Please copy out each line of the entries in which "left" appears.

* Provided data:
-------------------------
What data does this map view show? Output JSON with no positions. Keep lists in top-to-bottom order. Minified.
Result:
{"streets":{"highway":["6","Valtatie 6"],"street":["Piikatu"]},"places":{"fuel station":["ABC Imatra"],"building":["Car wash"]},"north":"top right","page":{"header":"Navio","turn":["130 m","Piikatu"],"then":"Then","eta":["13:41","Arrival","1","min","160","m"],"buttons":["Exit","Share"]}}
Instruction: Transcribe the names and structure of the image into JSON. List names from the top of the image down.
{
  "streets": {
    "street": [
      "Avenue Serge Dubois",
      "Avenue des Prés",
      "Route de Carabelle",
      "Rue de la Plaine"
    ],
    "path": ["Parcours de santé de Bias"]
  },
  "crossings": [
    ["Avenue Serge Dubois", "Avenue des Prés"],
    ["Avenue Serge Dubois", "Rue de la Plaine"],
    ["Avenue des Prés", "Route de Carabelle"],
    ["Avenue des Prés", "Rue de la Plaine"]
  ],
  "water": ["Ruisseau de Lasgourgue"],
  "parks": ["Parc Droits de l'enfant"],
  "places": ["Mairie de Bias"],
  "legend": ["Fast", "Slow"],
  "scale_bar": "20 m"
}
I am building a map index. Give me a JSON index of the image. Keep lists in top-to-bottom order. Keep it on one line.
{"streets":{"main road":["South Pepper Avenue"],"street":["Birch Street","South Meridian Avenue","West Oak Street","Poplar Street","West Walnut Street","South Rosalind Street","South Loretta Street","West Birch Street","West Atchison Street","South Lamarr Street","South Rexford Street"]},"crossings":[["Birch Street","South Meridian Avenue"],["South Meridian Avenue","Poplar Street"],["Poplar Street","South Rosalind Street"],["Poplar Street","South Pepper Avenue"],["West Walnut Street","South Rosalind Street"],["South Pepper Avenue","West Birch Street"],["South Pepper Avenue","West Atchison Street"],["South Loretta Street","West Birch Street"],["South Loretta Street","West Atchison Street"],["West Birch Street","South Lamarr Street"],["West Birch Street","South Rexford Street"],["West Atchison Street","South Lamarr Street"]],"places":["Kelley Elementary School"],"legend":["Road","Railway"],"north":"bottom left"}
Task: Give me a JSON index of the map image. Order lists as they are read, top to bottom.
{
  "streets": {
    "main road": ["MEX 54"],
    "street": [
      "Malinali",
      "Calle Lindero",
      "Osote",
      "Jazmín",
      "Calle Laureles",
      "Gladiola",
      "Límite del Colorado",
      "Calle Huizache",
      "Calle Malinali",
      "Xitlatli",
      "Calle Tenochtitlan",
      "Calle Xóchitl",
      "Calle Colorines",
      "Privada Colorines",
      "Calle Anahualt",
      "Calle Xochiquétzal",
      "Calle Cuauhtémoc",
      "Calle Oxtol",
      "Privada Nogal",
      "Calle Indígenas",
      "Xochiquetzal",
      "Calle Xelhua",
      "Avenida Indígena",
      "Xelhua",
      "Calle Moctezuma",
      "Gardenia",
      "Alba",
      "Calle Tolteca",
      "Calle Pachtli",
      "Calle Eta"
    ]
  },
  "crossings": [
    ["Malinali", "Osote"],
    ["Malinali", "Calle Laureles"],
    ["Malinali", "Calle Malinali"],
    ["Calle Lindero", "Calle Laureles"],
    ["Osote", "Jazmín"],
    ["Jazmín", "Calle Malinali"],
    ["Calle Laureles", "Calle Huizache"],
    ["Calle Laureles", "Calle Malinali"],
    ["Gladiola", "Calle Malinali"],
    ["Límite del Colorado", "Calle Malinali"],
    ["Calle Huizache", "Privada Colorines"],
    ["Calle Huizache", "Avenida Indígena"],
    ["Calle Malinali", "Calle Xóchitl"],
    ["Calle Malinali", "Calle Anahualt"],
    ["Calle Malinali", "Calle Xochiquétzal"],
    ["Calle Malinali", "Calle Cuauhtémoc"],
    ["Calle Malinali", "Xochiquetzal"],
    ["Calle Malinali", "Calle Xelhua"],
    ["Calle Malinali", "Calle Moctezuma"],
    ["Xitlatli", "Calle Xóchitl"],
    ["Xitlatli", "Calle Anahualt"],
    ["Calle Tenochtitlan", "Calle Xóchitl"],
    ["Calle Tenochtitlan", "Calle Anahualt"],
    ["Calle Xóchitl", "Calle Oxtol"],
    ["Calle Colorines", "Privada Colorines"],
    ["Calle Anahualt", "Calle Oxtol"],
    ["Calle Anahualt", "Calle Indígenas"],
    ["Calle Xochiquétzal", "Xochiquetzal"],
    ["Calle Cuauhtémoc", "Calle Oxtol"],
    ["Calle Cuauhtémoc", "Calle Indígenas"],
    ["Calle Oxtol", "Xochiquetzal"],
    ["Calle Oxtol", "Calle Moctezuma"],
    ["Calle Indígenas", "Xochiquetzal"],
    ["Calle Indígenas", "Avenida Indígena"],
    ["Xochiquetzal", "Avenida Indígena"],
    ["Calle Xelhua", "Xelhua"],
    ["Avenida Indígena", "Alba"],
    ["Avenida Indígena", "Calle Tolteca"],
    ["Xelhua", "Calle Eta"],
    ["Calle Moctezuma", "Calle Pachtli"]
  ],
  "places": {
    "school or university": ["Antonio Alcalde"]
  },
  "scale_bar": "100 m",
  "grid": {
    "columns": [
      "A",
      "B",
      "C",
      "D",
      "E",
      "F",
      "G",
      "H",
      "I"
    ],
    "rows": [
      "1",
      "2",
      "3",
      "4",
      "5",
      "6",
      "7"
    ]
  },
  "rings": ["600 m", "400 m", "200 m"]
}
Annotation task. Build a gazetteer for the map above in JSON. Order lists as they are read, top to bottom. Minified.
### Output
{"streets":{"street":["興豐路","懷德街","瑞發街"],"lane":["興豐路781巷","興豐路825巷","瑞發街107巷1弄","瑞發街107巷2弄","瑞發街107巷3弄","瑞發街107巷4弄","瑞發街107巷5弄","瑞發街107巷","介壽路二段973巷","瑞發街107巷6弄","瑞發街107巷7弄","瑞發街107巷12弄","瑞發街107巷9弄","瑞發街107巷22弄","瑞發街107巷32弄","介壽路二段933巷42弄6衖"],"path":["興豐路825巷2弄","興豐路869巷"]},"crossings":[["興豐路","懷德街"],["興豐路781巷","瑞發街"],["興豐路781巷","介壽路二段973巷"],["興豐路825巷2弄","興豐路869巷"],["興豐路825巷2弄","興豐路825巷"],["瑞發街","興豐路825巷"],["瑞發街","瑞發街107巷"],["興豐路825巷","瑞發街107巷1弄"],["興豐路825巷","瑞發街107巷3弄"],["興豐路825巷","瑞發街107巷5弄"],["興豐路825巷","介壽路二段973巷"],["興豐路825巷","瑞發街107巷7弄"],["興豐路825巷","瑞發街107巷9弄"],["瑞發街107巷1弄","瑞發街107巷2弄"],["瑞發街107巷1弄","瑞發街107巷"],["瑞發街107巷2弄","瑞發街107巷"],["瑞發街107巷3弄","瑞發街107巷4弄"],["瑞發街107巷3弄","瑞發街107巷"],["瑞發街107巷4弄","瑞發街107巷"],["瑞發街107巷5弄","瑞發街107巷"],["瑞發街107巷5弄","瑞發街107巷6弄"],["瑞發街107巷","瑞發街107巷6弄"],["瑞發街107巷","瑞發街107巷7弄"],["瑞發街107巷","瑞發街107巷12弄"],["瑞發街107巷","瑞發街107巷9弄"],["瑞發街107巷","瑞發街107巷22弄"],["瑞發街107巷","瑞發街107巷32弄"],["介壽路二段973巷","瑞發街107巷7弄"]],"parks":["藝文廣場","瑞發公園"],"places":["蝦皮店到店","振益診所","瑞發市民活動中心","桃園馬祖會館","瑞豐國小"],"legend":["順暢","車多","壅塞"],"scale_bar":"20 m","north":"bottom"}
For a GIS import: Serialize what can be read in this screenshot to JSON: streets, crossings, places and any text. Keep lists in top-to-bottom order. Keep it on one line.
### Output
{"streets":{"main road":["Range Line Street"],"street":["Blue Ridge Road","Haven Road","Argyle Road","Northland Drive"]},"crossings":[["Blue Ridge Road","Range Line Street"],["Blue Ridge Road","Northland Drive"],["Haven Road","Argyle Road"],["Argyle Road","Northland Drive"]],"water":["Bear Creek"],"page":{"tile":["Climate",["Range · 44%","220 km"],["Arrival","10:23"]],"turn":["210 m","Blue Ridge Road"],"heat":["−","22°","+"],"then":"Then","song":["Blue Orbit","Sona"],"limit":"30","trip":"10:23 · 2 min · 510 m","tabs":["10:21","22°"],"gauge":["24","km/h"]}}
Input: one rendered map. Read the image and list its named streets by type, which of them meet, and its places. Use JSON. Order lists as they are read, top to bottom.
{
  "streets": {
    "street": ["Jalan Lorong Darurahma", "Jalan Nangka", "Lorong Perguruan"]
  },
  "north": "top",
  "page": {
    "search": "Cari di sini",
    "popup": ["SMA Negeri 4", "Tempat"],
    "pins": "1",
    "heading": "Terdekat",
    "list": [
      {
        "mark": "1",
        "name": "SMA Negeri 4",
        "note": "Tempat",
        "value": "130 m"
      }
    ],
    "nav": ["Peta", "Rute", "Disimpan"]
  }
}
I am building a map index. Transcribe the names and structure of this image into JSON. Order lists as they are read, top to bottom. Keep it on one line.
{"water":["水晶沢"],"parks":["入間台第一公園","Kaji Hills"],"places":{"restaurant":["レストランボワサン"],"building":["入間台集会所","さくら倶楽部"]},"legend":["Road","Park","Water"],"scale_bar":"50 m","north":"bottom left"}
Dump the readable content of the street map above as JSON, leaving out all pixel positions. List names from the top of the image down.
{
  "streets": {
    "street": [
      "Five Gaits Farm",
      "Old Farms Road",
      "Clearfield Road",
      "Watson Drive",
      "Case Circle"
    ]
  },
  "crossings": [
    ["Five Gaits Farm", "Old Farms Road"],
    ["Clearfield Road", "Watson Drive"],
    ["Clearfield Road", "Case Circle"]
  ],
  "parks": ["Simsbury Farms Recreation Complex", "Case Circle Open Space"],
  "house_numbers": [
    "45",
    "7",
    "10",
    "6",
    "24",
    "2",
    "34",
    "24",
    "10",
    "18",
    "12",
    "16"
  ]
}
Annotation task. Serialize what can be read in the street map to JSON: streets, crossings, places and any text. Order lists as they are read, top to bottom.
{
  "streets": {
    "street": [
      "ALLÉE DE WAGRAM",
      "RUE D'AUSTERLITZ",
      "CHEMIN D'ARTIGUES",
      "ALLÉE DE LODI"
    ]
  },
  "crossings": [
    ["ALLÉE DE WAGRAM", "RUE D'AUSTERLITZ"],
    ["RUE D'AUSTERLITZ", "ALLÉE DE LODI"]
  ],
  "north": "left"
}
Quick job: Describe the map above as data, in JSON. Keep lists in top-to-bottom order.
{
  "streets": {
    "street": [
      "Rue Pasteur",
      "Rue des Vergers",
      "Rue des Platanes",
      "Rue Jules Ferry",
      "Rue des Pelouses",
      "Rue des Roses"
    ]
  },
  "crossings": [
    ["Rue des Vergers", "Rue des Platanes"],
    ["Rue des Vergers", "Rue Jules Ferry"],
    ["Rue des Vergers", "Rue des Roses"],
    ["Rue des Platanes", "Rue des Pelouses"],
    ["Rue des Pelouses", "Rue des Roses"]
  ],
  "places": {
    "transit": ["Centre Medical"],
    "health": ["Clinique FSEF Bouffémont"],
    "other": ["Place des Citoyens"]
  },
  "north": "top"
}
-------------------------
* Response to this task:
{"streets":{"main road":["South Pepper Avenue"],"street":["Birch Street","South Meridian Avenue","West Oak Street","Poplar Street","West Walnut Street","South Rosalind Street","South Loretta Street","West Birch Street","West Atchison Street","South Lamarr Street","South Rexford Street"]},"crossings":[["Birch Street","South Meridian Avenue"],["South Meridian Avenue","Poplar Street"],["Poplar Street","South Rosalind Street"],["Poplar Street","South Pepper Avenue"],["West Walnut Street","South Rosalind Street"],["South Pepper Avenue","West Birch Street"],["South Pepper Avenue","West Atchison Street"],["South Loretta Street","West Birch Street"],["South Loretta Street","West Atchison Street"],["West Birch Street","South Lamarr Street"],["West Birch Street","South Rexford Street"],["West Atchison Street","South Lamarr Street"]],"places":["Kelley Elementary School"],"legend":["Road","Railway"],"north":"bottom left"}
{"water":["水晶沢"],"parks":["入間台第一公園","Kaji Hills"],"places":{"restaurant":["レストランボワサン"],"building":["入間台集会所","さくら倶楽部"]},"legend":["Road","Park","Water"],"scale_bar":"50 m","north":"bottom left"}
  "north": "left"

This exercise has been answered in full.